___ Data for processing ___

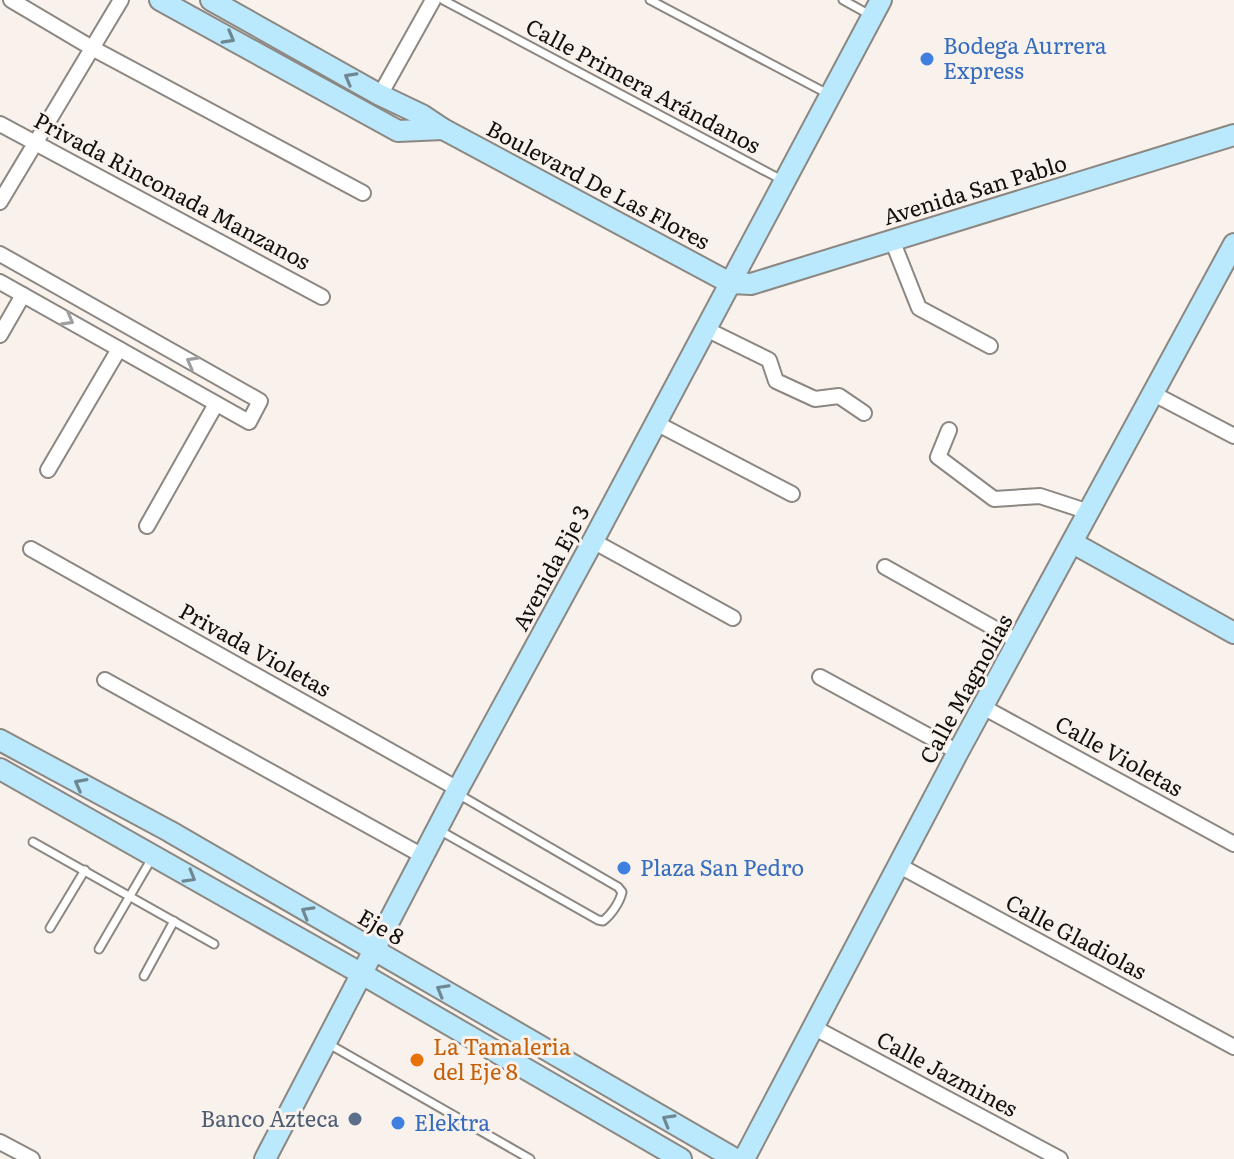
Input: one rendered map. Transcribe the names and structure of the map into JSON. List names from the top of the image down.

___
___ Data for processing ___

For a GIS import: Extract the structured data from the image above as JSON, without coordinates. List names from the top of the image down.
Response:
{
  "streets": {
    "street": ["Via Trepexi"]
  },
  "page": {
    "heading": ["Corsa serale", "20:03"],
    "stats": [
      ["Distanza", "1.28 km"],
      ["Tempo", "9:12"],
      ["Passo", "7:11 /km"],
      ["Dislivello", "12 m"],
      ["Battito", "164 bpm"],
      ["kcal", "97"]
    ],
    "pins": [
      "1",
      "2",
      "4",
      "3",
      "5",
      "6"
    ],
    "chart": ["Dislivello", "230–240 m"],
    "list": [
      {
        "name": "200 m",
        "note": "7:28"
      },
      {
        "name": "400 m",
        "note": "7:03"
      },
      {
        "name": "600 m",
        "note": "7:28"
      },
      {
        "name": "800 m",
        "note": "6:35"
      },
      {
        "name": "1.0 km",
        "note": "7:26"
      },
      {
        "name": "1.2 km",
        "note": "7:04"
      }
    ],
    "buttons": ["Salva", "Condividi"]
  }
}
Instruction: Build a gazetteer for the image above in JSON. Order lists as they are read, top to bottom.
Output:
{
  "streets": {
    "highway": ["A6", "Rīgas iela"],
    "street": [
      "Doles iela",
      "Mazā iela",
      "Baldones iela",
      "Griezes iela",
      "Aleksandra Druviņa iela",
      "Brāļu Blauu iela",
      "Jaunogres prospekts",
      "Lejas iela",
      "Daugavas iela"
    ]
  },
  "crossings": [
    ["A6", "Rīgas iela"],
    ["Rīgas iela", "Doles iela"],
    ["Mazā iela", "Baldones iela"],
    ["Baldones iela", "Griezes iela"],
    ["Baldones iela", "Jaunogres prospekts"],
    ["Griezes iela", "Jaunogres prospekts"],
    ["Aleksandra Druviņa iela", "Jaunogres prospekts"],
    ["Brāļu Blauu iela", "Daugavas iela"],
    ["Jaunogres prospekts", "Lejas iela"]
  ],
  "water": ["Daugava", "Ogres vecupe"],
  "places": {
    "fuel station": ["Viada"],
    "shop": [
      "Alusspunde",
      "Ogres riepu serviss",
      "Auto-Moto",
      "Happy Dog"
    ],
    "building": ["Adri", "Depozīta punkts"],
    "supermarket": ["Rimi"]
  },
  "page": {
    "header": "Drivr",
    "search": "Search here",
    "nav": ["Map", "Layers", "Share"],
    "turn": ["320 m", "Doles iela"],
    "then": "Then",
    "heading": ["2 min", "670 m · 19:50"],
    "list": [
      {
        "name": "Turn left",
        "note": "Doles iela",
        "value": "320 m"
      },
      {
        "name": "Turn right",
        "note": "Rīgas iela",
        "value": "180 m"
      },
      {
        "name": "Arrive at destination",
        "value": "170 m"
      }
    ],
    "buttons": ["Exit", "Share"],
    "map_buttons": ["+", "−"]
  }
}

___

- Assigned task
Return each line of the data where the word "from" appears.

- Result
Input: one rendered map. Transcribe the names and structure of the map into JSON. List names from the top of the image down.
For a GIS import: Extract the structured data from the image above as JSON, without coordinates. List names from the top of the image down.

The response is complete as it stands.